Страница 13 из 44
Поэтому и античная трагедия всегда есть способ завершения смыслов, которые эмпирически завершить нельзя. Нельзя все знать, нельзя везде быть. Но эту завершенную (но реально не завершаемую) последовательность натурального хода времени можно дать символом. Мифологическим или трагедийным представлением, или вообще любым образом (то, что в расхожей терминологии эстетики называют образом), хотя это не образы, конечно, а понимающие существа, благодаря которым мы что-то понимаем, чего не могли бы понять, живя эмпирически. Потому что, живя эмпирически, мы конечны: мы не можем пройти в бытии бесконечное число шагов, чтобы все охватить. А через переживание трагедии, которая поставлена и в которой завершены смыслы, но завершены символически, через них можно. Мы можем охватить все, оставаясь конечными.

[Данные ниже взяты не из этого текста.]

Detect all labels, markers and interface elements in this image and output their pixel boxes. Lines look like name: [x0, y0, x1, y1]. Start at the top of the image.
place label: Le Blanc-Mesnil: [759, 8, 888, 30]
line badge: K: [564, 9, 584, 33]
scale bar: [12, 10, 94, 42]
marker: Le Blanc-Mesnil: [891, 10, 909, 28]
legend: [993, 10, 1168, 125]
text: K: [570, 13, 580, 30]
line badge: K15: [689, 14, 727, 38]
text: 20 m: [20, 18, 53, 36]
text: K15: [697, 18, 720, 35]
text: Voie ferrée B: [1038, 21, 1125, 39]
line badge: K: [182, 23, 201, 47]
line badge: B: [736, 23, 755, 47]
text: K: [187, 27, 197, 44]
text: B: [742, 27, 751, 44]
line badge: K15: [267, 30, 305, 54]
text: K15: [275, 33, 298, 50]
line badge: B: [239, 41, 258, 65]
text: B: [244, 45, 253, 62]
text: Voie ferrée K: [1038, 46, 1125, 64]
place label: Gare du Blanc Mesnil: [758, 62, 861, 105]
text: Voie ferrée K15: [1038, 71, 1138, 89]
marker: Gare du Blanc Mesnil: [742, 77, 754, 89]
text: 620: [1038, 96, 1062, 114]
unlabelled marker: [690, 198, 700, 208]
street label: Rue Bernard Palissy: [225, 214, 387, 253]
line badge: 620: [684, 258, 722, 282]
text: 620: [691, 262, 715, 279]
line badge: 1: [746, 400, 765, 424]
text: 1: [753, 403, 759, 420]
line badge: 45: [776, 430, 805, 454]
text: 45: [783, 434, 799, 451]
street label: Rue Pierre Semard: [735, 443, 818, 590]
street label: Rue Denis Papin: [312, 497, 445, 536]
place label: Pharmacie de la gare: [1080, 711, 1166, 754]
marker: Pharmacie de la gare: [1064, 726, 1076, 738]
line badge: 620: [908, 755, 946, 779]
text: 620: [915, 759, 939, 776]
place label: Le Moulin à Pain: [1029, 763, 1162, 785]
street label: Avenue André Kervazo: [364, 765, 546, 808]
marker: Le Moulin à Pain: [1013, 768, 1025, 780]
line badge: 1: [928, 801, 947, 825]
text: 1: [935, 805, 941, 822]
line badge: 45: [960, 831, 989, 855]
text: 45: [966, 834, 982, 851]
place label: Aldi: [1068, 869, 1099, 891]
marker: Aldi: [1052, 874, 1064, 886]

И философия всегда занималась такой машинерией. Пыталась создать конструкцию, которая сама что-то сделает, потому что человек сам не все может. Он. например, забывчив, в силу своей биологии. А трагедия ведь от биологии не зависит. Или ритуальная музыка с танцами, которая была первым предназначена для выявления гармонии для греков, не как предмета изучения, а как такой предмет, который действует во мне, во мне рождает гармонии. Вы очевидно, знаете, что первые математические теоремы были сформулированы на основе изучения звучащей струны. Первые гармонические тела есть тела ритуальных пении и танцев. Как бы совмещенное, синкретическое искусство (я не знаю, как назвать это на современном языке). Это все вещи, упорядочивающие человеческие состояния и смыслы, которые без этих вещей не могут быть упорядочены. И они же - то первое нечто, чем занималась философия. Это и есть полнота бытия.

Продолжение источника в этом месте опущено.